North Plandome Road is a northern continuation of Plandome Road, traveling between Plandome Manor and Port Washington.

North Plandome Road begins at its intersection with Plandome Road and Stonytown Road in Plandome Manor. It then travels north-northwest and thence veering north-northeast for a short distance, hugging the shore of Leeds Pond until reaching Rock Hollow Road, which provides access to the Leeds Pond Preserve and the Science Museum of Long Island. It then briefly turns back towards the north-northwest and then turning northeast for a short distance, thence turning north and intersecting Elm Sea Lane before reaching Luquer Road.

Just north of Luquer Road, North Plandome Road exits Plandome Manor and enters Port Washington. It then continues north, soon intersecting Richards Road and thence continuing north to Yacht Club Drive. At Yacht Club Drive, North Plandome Road veers towards the northeast to Huntington Road, where it turns back towards the north.

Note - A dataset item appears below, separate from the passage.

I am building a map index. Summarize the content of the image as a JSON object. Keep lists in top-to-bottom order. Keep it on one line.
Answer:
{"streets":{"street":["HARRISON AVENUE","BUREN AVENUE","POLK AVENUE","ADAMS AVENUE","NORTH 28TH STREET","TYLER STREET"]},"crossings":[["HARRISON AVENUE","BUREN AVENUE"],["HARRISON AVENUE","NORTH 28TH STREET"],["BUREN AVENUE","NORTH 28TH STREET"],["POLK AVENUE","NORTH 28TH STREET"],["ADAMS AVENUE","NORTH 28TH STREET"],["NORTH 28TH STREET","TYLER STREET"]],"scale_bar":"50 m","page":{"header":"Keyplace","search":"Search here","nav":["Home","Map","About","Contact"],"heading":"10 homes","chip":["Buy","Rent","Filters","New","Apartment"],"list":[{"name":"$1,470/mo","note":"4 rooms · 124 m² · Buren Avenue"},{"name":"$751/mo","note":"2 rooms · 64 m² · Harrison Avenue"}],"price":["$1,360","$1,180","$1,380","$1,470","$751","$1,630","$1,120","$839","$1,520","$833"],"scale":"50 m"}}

It soon thereafter intersects Murray Avenue and Pine Drive, and then continues north to Fifth Avenue, at which point North Plandome Road becomes Main Street, which continues north.

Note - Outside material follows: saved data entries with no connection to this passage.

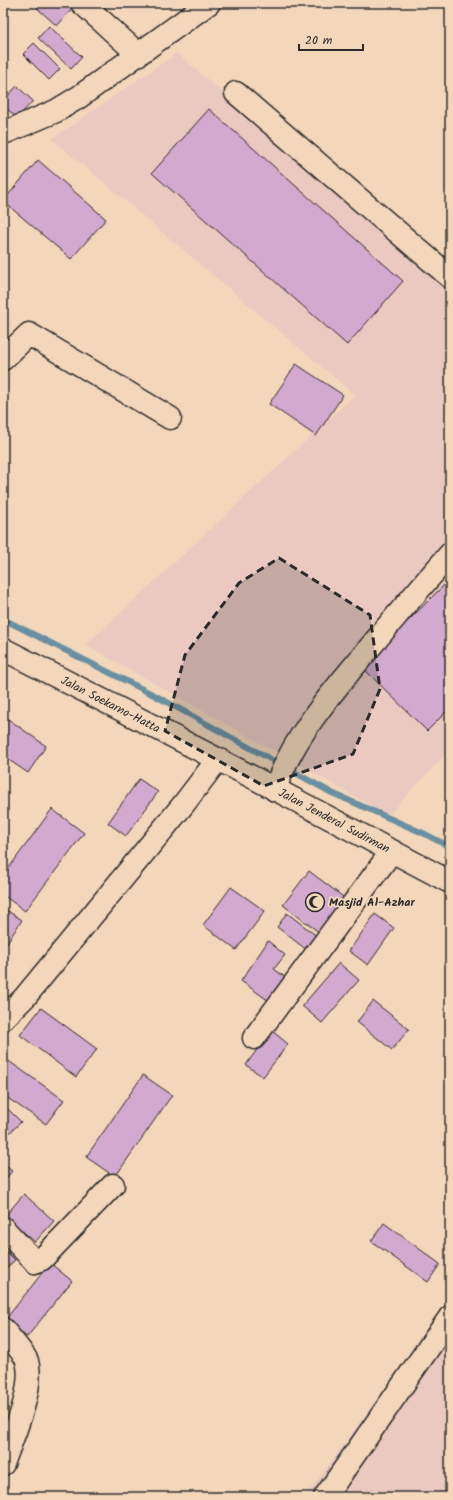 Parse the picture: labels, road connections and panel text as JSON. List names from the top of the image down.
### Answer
{
  "streets": {
    "street": ["Jalan Soekarno-Hatta", "Jalan Jenderal Sudirman"]
  },
  "crossings": [
    ["Jalan Soekarno-Hatta", "Jalan Jenderal Sudirman"]
  ],
  "places": {
    "mosque": ["Masjid Al-Azhar"]
  },
  "scale_bar": "20 m"
} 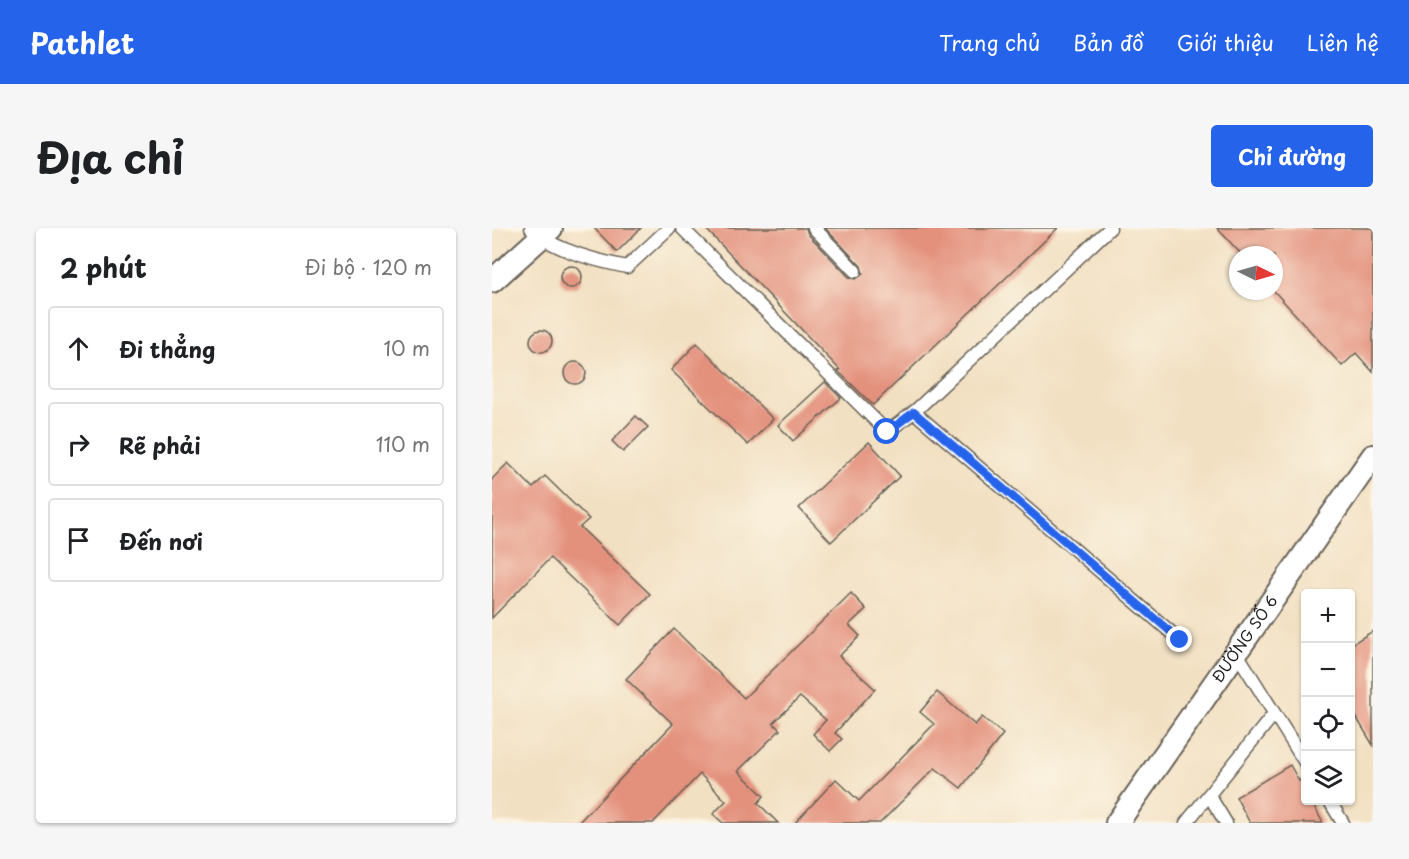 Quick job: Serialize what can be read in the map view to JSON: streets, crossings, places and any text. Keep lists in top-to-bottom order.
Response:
{
  "streets": {
    "street": ["ĐƯỜNG SỐ 6"]
  },
  "north": "right",
  "page": {
    "header": "Pathlet",
    "nav": [
      "Trang chủ",
      "Bản đồ",
      "Giới thiệu",
      "Liên hệ"
    ],
    "title": "Địa chỉ",
    "buttons": "Chỉ đường",
    "heading": ["2 phút", "Đi bộ · 120 m"],
    "list": [
      ["Đi thẳng", "10 m"],
      ["Rẽ phải", "110 m"],
      "Đến nơi"
    ],
    "map_buttons": ["+", "−"]
  }
}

The portion of North Plandome Road in Plandome Manor is owned and maintained by the Incorporated Village of Plandome Manor, while the section in Port Washington is owned and maintained by the Town of North Hempstead.

== Major intersections ==

| Location | mi | km | Destinations | Notes |
| Manhasset | 0.00 | 0.00 | NY 25A (Northern Boulevard) |  |
| 0.21 | 0.34 | Andrew Street and Manhasset Avenue | Access to the Manhasset LIRR station via Manhasset Avenue |
| 0.29 | 0.47 | Park Avenue |  |
| 0.37 | 0.60 | Bayview Avenue |  |
| 0.52 | 0.84 | Colonial Parkway |  |
| Manhasset–Plandome Heights line | 0.570.00 | 0.920.00 | Webster Avenue | Southern terminus of CR D92 |
| Plandome Heights–Plandome line | 0.380.00 | 0.610.00 | Terrace | Northern terminus of CR D92 |
| Plandome | 0.03 | 0.048 | West Gate Boulevard |  |
| 0.21 | 0.34 | Shore and South Drives |  |
| Plandome Manor | 0.25 | 0.40 | North Plandome and Stonytown Roads | Transitions from Plandome Road to North Plandome Road |
| 0.54 | 0.87 | Rock Hollow Road | Access to Leeds Pond Preserve and the Science Museum of Long Island |
| 0.88 | 1.42 | Luquer Road |  |
| Plandome Manor–Port Washington line | 0.90.00 | 1.40.00 | Private roadway | Mileage resets |
| Port Washington | 0.14 | 0.23 | Richards Road |  |
| 0.19 | 0.31 | Yacht Club Drive |  |
| 0.29 | 0.47 | Huntington Road |  |
| 0.43 | 0.69 | Murray Avenue and Pine Drive |  |
| 0.53 | 0.85 | Fifth Avenue | Northern terminus of North Plandome Road; becomes Main Street at this location |
1.000 mi = 1.609 km; 1.000 km = 0.621 mi Route transition;

== Landmarks ==
The Manhasset Long Island Rail Road station is located off Plandome Road in downtown Manhasset. Additionally, the road passes North Hempstead Town Hall, which is a Town of North Hempstead Designated Landmark and is listed on the New York State and National Registers of Historic Places.

Furthermore, Mary Jane Davies Green is located off Plandome Road, across the street from North Hempstead Town Hall, on the site of the Manhasset Union Free School District's former Plandome Road School.